(Beginning of Supplied records)

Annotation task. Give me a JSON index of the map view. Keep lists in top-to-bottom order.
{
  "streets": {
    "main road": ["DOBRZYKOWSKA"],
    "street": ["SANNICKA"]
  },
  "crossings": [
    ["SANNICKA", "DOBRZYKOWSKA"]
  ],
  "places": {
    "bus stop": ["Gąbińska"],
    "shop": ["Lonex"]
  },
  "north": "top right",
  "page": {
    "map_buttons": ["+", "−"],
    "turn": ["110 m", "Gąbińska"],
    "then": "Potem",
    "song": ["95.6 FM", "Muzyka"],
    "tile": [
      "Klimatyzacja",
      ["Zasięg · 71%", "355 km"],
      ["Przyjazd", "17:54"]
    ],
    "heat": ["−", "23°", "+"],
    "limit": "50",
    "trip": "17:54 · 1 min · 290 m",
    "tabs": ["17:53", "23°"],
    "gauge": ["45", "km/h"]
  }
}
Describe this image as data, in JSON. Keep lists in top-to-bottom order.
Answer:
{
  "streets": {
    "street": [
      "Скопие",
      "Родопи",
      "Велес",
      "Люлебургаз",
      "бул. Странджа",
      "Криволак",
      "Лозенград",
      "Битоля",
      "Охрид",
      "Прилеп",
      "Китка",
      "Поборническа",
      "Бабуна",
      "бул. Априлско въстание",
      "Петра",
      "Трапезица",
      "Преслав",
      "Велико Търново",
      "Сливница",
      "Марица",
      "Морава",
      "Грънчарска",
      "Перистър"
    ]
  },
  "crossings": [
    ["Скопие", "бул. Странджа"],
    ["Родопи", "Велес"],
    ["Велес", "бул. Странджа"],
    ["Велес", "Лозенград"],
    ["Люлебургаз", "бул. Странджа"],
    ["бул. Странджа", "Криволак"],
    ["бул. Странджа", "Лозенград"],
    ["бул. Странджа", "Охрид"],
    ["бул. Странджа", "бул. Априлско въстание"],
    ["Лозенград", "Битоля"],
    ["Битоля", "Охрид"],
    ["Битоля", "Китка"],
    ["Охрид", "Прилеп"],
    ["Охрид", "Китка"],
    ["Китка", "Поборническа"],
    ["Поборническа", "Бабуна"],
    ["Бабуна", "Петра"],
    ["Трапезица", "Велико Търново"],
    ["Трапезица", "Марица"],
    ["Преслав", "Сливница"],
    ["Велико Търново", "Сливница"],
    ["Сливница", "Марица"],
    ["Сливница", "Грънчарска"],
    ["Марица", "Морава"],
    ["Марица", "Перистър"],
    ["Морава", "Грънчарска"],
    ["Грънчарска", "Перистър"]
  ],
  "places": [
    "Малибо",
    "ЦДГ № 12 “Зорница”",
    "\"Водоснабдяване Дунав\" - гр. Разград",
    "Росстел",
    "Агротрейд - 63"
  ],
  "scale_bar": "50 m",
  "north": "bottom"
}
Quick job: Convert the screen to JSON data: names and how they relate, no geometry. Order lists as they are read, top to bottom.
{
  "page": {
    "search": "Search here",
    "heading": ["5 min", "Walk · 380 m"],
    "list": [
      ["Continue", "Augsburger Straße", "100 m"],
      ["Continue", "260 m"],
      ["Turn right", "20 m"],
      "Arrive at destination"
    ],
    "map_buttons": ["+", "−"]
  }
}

(End of Supplied records)

▶ [What the task asks] Everything in the records must be returned exactly.

▶ [Written response]
Annotation task. Give me a JSON index of the map view. Keep lists in top-to-bottom order.
{
  "streets": {
    "main road": ["DOBRZYKOWSKA"],
    "street": ["SANNICKA"]
  },
  "crossings": [
    ["SANNICKA", "DOBRZYKOWSKA"]
  ],
  "places": {
    "bus stop": ["Gąbińska"],
    "shop": ["Lonex"]
  },
  "north": "top right",
  "page": {
    "map_buttons": ["+", "−"],
    "turn": ["110 m", "Gąbińska"],
    "then": "Potem",
    "song": ["95.6 FM", "Muzyka"],
    "tile": [
      "Klimatyzacja",
      ["Zasięg · 71%", "355 km"],
      ["Przyjazd", "17:54"]
    ],
    "heat": ["−", "23°", "+"],
    "limit": "50",
    "trip": "17:54 · 1 min · 290 m",
    "tabs": ["17:53", "23°"],
    "gauge": ["45", "km/h"]
  }
}
Describe this image as data, in JSON. Keep lists in top-to-bottom order.
Answer:
{
  "streets": {
    "street": [
      "Скопие",
      "Родопи",
      "Велес",
      "Люлебургаз",
      "бул. Странджа",
      "Криволак",
      "Лозенград",
      "Битоля",
      "Охрид",
      "Прилеп",
      "Китка",
      "Поборническа",
      "Бабуна",
      "бул. Априлско въстание",
      "Петра",
      "Трапезица",
      "Преслав",
      "Велико Търново",
      "Сливница",
      "Марица",
      "Морава",
      "Грънчарска",
      "Перистър"
    ]
  },
  "crossings": [
    ["Скопие", "бул. Странджа"],
    ["Родопи", "Велес"],
    ["Велес", "бул. Странджа"],
    ["Велес", "Лозенград"],
    ["Люлебургаз", "бул. Странджа"],
    ["бул. Странджа", "Криволак"],
    ["бул. Странджа", "Лозенград"],
    ["бул. Странджа", "Охрид"],
    ["бул. Странджа", "бул. Априлско въстание"],
    ["Лозенград", "Битоля"],
    ["Битоля", "Охрид"],
    ["Битоля", "Китка"],
    ["Охрид", "Прилеп"],
    ["Охрид", "Китка"],
    ["Китка", "Поборническа"],
    ["Поборническа", "Бабуна"],
    ["Бабуна", "Петра"],
    ["Трапезица", "Велико Търново"],
    ["Трапезица", "Марица"],
    ["Преслав", "Сливница"],
    ["Велико Търново", "Сливница"],
    ["Сливница", "Марица"],
    ["Сливница", "Грънчарска"],
    ["Марица", "Морава"],
    ["Марица", "Перистър"],
    ["Морава", "Грънчарска"],
    ["Грънчарска", "Перистър"]
  ],
  "places": [
    "Малибо",
    "ЦДГ № 12 “Зорница”",
    "\"Водоснабдяване Дунав\" - гр. Разград",
    "Росстел",
    "Агротрейд - 63"
  ],
  "scale_bar": "50 m",
  "north": "bottom"
}
Quick job: Convert the screen to JSON data: names and how they relate, no geometry. Order lists as they are read, top to bottom.
{
  "page": {
    "search": "Search here",
    "heading": ["5 min", "Walk · 380 m"],
    "list": [
      ["Continue", "Augsburger Straße", "100 m"],
      ["Continue", "260 m"],
      ["Turn right", "20 m"],
      "Arrive at destination"
    ],
    "map_buttons": ["+", "−"]
  }
}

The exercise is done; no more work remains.